Where did this info come from?

Don


----------



## Guest (Jan 24, 2008)

Don Madge said:


> Hi *****,
> 
> Where did this info come from?
> 
> Don



As you probably know, I work for the largest semi trailer manufacturer in the country and I have been told that we (the company) are to be an issuing authority!
I understand that it comes into force later this year. (for new trailers)
I will have to find out more


----------



## Don Madge (Jan 24, 2008)

Thanks ***** that was quick.

I did not know where you worked but it's very useful info.

So we could see trailers having their own MOT in the future, that would be very interesting.

Don


----------



## Guest (Jan 24, 2008)

*Bureaucracy*



Don Madge said:


> Thanks ***** that was quick.
> 
> I did not know where you worked but it's very useful info.
> 
> ...



I think it is a European thing just more bureaucracy.


----------



## Don (Jan 24, 2008)

Is it not something to assist anti theft thing. I have just sold a US trailer sailer, and the trailer was marked with a seriel number stamped into the frame, just as was the boat. 

Don


----------



## Guest (Jan 25, 2008)

*No*



Don said:


> Is it not something to assist anti theft thing. I have just sold a US trailer sailer, and the trailer was marked with a seriel number stamped into the frame, just as was the boat.
> 
> Don



In a word, No as a chassis plate will probably be fitted as well.
But nothing to do with theft.
Large semi trailers have for years had a fixed chassis plate and an identical number welded into the chassis for theft or fraud identification.
Regarding the boat thing.
When a boat was purchased on  Marine Mortgage and not HP or personal loan, a number was always etched into it and usually on the transom.
Some boat manufacturers also did or do this as a matter of course for identification as boats don't have number plates. I know that some have identification numbers/letters for various waterway permits and in other countries this is compulsory.


----------



## avandriver (Jan 25, 2008)

It is compulsory in this country to have your boat registered and identified for use on the inland waterways .

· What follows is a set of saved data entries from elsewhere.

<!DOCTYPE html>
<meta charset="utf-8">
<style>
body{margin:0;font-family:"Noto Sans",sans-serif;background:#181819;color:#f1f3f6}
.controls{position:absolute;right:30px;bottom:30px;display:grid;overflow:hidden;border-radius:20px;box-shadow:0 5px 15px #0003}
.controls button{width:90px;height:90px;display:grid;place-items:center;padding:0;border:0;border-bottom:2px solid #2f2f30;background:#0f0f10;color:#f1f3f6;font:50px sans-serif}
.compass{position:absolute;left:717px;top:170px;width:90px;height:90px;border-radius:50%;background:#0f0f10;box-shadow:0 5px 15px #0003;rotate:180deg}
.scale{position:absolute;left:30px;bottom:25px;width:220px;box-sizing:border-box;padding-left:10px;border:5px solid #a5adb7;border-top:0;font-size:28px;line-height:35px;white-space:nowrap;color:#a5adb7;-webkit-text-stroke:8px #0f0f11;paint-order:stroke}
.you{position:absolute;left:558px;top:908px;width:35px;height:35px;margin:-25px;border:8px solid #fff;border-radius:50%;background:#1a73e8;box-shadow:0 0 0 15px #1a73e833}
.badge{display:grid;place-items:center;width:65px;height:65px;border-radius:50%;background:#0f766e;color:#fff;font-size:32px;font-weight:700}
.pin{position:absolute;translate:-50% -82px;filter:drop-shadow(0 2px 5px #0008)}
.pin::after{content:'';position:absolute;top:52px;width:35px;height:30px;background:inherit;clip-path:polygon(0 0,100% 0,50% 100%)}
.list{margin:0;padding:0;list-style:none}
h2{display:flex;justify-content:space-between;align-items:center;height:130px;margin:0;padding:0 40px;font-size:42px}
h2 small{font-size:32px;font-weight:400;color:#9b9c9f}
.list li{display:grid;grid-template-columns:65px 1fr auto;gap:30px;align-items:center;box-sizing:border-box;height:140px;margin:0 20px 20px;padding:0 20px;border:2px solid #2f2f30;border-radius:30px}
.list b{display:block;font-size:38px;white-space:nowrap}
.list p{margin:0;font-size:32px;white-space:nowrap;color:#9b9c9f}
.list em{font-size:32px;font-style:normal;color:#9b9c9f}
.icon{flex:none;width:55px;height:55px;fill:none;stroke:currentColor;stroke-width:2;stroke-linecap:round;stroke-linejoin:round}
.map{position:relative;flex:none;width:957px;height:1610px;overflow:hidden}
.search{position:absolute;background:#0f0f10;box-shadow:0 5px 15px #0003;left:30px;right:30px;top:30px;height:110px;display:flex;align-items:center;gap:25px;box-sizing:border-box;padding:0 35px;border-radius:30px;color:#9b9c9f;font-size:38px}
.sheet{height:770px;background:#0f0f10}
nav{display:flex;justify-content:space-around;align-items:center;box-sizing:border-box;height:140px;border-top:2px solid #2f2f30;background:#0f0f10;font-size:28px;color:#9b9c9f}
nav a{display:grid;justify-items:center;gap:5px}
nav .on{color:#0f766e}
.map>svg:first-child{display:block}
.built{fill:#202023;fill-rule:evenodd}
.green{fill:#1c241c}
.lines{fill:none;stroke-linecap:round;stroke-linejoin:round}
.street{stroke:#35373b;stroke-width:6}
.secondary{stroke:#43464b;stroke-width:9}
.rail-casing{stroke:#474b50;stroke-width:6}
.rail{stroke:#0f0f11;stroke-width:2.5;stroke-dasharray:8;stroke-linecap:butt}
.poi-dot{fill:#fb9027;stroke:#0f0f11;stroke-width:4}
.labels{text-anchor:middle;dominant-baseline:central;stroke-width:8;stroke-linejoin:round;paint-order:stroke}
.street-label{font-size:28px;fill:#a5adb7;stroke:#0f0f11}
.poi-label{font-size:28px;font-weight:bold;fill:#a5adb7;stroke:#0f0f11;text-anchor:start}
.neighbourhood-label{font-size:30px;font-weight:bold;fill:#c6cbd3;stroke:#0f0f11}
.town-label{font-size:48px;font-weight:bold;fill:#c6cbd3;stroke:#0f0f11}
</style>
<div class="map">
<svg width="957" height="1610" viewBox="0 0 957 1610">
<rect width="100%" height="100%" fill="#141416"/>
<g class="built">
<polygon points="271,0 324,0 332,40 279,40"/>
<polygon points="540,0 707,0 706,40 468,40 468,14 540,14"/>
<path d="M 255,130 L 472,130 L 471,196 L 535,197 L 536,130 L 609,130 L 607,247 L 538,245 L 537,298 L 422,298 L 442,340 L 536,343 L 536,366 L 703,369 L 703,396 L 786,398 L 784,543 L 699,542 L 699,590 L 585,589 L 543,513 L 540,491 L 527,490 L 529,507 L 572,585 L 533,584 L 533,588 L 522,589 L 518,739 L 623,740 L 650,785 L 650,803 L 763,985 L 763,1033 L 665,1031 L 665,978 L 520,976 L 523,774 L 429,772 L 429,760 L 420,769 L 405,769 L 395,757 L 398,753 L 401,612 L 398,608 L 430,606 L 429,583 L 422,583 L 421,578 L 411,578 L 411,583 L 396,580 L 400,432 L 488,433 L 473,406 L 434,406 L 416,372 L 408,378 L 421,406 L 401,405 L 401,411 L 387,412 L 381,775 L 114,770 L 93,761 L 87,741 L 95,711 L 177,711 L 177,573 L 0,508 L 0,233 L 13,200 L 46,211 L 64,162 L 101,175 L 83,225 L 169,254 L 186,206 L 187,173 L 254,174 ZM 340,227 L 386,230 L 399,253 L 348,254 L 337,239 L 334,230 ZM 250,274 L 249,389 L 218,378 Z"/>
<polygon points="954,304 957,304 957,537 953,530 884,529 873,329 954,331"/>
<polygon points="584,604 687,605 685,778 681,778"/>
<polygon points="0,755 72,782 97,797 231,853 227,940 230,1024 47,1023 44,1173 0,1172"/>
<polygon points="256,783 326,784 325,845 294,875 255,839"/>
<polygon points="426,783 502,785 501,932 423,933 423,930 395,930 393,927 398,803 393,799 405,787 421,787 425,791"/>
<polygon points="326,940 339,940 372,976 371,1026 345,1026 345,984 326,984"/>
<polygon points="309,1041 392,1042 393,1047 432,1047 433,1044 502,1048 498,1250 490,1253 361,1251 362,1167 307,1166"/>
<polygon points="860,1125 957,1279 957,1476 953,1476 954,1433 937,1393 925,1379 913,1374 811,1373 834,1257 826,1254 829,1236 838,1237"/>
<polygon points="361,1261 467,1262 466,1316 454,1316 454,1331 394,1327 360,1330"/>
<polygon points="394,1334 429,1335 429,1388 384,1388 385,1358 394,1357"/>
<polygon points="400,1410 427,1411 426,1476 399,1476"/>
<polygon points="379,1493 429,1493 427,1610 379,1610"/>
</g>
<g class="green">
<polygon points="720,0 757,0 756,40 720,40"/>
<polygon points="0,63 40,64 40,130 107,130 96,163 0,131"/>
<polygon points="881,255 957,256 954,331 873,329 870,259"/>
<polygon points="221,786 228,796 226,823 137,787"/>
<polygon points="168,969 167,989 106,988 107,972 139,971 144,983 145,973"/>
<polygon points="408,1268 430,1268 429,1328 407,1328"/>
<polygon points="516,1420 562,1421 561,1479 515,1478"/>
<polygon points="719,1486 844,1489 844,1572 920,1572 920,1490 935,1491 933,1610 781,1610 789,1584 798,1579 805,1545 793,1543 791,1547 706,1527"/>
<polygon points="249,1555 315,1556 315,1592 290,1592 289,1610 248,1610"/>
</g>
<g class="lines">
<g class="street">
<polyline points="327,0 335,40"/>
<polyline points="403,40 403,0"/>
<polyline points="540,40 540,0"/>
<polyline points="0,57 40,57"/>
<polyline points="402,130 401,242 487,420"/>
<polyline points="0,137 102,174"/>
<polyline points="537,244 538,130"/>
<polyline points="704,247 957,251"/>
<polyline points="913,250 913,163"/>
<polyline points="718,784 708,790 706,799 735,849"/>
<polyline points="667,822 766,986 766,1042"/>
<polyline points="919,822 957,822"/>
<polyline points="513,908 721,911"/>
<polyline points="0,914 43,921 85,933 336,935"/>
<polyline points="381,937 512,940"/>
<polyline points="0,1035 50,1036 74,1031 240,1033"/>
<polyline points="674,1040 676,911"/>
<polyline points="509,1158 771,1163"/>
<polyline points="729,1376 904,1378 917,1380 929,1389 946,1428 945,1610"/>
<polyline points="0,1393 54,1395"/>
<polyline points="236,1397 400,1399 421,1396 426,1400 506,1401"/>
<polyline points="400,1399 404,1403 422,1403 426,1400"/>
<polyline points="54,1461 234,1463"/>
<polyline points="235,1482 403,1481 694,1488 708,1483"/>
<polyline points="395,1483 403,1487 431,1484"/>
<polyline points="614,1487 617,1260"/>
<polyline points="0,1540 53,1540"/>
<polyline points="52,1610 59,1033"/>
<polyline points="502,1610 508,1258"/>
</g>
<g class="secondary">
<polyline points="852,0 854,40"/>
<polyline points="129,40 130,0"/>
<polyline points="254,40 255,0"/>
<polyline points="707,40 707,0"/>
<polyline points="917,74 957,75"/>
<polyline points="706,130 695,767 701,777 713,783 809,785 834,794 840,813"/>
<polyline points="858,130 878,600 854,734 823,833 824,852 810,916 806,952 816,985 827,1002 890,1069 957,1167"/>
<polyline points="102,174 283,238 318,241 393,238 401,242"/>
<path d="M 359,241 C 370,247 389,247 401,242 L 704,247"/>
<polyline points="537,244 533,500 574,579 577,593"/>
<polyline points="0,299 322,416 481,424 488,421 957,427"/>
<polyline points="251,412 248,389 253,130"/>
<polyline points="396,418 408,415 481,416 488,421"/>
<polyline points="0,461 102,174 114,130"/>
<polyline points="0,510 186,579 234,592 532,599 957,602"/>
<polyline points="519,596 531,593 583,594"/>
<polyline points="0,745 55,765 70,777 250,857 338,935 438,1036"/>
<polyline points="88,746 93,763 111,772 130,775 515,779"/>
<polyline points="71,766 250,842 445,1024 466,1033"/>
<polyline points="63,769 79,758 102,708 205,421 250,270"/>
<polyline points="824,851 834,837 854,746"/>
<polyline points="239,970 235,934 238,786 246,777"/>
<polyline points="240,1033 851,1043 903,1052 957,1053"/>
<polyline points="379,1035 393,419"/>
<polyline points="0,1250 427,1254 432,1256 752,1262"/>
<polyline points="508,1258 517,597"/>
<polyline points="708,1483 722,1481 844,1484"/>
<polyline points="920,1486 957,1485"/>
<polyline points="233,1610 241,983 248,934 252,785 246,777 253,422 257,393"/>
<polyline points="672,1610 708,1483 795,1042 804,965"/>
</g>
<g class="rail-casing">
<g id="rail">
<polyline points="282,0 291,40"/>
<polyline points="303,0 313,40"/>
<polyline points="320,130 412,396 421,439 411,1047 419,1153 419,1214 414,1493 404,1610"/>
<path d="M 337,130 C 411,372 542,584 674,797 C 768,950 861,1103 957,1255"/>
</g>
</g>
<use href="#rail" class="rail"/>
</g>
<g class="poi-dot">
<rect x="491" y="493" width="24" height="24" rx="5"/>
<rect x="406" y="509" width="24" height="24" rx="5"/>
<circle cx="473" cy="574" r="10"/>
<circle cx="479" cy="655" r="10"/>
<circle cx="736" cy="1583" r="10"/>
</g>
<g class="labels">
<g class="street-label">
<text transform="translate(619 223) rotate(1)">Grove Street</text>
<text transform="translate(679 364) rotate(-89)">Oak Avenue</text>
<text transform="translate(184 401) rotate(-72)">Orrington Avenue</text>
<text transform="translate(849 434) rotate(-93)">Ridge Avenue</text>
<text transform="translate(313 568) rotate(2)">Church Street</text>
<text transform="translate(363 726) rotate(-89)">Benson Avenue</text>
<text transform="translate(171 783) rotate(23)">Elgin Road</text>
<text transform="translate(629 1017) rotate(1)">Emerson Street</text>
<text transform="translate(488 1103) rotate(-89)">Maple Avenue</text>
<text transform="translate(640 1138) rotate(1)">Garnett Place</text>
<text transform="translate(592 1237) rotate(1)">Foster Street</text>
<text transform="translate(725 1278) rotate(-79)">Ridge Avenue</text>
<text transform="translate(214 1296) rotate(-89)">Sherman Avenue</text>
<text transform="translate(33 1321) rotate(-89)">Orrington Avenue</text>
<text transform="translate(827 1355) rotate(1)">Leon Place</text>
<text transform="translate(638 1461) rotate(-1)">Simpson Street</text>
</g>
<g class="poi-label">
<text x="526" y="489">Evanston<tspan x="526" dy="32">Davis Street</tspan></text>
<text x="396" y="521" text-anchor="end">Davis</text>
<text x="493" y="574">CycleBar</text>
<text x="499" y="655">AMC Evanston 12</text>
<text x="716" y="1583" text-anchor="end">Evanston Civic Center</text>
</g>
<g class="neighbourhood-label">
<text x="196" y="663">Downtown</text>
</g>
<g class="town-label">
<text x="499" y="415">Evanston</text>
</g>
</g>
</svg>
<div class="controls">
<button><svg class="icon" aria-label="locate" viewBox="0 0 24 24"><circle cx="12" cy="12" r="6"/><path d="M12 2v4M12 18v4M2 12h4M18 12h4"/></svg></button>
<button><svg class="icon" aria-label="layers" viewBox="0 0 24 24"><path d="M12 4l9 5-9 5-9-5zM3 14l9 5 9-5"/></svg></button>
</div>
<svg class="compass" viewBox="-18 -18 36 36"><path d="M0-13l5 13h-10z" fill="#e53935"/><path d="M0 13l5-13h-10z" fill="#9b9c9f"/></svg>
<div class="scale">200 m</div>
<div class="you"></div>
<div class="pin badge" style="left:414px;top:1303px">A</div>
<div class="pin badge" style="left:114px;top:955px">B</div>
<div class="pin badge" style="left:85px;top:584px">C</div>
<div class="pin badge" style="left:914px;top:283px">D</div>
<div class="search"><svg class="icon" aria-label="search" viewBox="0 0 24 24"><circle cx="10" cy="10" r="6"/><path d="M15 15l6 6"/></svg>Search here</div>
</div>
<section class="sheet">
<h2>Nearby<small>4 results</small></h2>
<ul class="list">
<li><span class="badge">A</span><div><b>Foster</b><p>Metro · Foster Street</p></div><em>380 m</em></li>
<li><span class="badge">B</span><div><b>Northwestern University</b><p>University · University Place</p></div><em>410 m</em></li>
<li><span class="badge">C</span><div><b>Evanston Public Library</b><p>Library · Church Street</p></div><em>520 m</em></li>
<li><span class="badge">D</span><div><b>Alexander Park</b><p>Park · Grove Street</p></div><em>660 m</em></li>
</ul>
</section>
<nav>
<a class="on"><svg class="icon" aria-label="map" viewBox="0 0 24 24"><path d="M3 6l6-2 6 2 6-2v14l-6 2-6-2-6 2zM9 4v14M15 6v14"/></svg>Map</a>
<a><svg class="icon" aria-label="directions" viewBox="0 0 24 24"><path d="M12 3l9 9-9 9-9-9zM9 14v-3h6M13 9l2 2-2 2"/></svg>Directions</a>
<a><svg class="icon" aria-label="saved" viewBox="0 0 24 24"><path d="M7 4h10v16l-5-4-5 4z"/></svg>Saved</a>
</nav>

As for registration of trailers and possibly caravans surely this would be a good thing for safety reasons .
How many trailers have you seen on our roads that are in a poor state and are dangerous .
The only downside is the cost 


Steve


----------



## Don Madge (Jan 25, 2008)

***** said:


> I think it is a European thing just more bureaucracy.



Hi *****,

The European Whole Vehicle Type Approval Directive requires all vehicles, including trailers, to be issued with a unique number. 

It does not necessarily mean registration plates for trailers.

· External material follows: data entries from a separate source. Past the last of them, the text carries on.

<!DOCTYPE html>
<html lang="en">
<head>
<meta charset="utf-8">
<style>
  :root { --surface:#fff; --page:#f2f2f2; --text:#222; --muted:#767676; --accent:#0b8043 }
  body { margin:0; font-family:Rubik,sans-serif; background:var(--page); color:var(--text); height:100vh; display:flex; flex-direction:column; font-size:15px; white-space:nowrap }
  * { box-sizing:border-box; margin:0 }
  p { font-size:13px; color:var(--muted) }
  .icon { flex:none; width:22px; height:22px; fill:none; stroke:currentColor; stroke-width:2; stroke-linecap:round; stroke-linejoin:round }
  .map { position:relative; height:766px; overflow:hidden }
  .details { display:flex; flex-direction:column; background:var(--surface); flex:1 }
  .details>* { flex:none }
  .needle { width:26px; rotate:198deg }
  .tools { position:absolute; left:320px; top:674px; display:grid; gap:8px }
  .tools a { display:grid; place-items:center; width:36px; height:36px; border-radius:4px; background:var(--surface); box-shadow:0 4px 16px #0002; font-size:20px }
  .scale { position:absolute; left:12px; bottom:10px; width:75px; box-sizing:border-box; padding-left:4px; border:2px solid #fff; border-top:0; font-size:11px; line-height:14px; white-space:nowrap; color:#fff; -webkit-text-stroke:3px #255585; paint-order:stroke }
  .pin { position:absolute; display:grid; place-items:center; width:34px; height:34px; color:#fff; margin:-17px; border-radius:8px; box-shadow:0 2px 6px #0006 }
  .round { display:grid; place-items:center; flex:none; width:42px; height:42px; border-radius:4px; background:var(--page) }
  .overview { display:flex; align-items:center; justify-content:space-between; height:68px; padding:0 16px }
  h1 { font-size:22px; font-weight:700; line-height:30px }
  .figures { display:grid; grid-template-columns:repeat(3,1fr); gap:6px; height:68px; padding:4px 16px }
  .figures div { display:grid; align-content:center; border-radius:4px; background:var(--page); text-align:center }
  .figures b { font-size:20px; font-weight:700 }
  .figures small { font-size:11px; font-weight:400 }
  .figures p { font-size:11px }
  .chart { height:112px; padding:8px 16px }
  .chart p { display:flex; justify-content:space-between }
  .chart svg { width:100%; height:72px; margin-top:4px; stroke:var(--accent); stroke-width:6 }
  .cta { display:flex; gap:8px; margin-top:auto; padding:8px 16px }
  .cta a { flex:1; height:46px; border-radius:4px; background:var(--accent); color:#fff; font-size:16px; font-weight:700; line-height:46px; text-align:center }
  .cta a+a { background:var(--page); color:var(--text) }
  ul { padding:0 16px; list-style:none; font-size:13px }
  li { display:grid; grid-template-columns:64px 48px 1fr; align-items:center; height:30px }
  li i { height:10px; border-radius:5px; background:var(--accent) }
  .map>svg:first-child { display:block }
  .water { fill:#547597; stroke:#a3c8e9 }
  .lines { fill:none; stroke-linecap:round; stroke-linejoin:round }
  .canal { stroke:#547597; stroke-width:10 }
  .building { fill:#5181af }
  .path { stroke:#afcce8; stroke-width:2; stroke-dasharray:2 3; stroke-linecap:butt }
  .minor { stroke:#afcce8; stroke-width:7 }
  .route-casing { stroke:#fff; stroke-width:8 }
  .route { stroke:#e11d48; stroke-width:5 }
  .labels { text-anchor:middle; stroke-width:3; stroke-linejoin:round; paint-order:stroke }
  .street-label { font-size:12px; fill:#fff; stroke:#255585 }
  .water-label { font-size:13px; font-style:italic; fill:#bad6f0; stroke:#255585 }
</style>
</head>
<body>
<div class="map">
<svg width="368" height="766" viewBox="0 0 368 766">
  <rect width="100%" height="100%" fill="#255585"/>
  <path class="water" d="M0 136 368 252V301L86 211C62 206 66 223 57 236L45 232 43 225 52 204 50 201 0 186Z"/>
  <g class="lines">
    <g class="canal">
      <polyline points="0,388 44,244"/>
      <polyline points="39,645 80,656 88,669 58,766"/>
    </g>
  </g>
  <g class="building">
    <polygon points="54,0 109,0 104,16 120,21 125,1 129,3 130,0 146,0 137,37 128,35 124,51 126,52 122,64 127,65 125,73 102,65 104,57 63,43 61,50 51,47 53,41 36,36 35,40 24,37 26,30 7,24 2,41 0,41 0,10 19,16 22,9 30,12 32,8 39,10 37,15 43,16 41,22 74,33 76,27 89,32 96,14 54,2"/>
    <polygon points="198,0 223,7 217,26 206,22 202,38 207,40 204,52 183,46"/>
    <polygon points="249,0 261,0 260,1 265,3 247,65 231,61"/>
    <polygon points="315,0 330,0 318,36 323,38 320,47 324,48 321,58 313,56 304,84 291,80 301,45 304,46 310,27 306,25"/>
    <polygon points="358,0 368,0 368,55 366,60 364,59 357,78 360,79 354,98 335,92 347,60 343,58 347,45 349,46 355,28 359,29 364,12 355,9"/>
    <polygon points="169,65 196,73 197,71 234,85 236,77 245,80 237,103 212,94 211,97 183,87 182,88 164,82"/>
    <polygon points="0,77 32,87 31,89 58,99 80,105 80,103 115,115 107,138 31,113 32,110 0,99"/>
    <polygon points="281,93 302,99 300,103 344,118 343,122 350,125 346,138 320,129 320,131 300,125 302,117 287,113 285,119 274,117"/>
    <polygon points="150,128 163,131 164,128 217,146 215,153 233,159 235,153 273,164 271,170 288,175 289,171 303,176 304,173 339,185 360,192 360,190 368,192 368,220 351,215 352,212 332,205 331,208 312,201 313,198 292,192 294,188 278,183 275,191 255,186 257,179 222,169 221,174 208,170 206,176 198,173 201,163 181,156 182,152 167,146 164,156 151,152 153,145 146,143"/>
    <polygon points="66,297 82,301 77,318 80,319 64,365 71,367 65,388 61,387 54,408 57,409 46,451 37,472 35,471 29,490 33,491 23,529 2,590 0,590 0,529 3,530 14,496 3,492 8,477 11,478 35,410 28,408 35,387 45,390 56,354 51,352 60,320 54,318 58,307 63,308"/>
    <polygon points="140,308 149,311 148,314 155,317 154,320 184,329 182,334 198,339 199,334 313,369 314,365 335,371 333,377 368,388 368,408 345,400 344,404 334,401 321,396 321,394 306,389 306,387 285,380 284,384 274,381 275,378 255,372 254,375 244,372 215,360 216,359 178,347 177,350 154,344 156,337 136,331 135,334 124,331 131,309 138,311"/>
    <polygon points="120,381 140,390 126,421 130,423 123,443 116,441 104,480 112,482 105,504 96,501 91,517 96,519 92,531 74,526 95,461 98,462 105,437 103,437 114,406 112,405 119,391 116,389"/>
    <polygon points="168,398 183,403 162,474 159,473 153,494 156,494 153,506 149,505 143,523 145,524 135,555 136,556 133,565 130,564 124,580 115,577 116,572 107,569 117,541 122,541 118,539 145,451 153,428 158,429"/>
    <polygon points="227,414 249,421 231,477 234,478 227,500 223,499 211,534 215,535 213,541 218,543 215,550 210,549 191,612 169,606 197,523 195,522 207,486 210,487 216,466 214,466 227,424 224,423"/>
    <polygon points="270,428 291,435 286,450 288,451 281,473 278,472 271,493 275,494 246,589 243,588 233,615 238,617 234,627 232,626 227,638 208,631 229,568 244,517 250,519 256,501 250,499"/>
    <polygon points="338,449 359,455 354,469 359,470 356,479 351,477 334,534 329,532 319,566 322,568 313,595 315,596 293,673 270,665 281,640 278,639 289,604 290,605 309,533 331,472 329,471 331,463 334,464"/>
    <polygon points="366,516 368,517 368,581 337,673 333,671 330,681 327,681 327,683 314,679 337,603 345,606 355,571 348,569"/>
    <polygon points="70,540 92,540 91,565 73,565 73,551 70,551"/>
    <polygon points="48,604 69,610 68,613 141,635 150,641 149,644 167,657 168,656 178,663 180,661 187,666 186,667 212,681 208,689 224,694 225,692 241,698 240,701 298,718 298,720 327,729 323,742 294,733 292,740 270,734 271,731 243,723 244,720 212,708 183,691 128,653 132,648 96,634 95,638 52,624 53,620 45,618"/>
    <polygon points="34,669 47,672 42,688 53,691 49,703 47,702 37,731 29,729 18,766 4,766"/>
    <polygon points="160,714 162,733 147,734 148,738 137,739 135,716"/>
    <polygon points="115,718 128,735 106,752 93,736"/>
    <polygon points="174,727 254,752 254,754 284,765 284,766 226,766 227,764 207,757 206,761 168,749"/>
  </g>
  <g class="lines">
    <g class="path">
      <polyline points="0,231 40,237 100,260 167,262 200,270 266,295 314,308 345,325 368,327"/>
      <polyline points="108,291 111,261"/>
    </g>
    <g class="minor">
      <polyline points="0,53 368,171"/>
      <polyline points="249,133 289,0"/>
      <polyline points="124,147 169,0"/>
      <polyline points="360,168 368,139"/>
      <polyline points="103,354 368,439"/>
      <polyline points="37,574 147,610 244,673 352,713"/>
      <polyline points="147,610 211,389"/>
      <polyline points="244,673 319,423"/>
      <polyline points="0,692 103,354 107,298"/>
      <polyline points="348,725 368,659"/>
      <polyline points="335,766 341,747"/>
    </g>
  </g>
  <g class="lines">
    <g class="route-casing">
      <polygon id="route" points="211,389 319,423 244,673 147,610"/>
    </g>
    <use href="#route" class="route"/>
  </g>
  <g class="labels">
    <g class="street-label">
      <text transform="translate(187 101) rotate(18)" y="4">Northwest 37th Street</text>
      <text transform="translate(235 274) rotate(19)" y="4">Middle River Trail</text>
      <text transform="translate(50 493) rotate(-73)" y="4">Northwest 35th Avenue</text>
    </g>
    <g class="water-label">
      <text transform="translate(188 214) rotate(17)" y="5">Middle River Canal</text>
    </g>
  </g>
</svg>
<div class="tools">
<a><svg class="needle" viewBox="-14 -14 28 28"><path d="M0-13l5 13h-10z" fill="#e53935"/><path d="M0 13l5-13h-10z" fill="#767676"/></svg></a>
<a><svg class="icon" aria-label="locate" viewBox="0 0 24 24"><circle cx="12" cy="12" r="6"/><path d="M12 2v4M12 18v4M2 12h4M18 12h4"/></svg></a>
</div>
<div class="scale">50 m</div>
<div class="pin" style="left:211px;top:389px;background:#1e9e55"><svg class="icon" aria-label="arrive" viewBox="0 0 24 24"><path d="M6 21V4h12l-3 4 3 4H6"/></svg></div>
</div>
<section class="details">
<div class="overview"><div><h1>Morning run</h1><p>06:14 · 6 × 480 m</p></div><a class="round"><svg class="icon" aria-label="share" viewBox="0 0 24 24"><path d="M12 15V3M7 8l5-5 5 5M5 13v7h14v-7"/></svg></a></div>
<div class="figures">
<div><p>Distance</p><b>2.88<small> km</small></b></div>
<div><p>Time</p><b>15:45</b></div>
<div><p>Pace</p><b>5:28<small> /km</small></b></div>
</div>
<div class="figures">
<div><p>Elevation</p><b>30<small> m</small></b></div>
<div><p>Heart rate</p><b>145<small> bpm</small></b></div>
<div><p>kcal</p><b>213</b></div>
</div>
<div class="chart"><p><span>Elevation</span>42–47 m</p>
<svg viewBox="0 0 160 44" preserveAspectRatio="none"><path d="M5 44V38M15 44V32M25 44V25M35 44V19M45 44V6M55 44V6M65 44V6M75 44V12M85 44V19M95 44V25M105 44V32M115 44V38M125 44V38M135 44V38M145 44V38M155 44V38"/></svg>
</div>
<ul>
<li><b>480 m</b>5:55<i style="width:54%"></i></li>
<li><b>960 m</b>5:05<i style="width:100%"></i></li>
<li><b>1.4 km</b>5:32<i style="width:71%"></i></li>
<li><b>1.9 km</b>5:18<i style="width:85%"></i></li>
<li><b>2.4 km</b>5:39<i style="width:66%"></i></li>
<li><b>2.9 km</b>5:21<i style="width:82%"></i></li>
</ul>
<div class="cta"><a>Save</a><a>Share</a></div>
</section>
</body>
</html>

Can you imagine the cost of implementing a system where every trailer in the country has a reg number and a reg document and that could lead to MOT's 

It will be very interesting to see what you come up with at work, it might of course just cover trailers over a certain weight.

Regards

Don


----------



## Guest (Jan 25, 2008)

Don Madge said:


> Hi *****,
> 
> The European Whole Vehicle Type Approval Directive requires all vehicles, including trailers, to be issued with a unique number.
> 
> ...



I was told by the person who is directly responsible for its implementation at our factory that it is definitely coming in later this year for HGV trailers and that it will eventually include all trailers over about 200kg. .
It must be official as our company has been selected as an issuing authority
I will find out more later next week


----------



## Don Madge (Jan 25, 2008)

Thanks *****,

It would be very useful if you could get chapter & verse on the new regs but any info will help.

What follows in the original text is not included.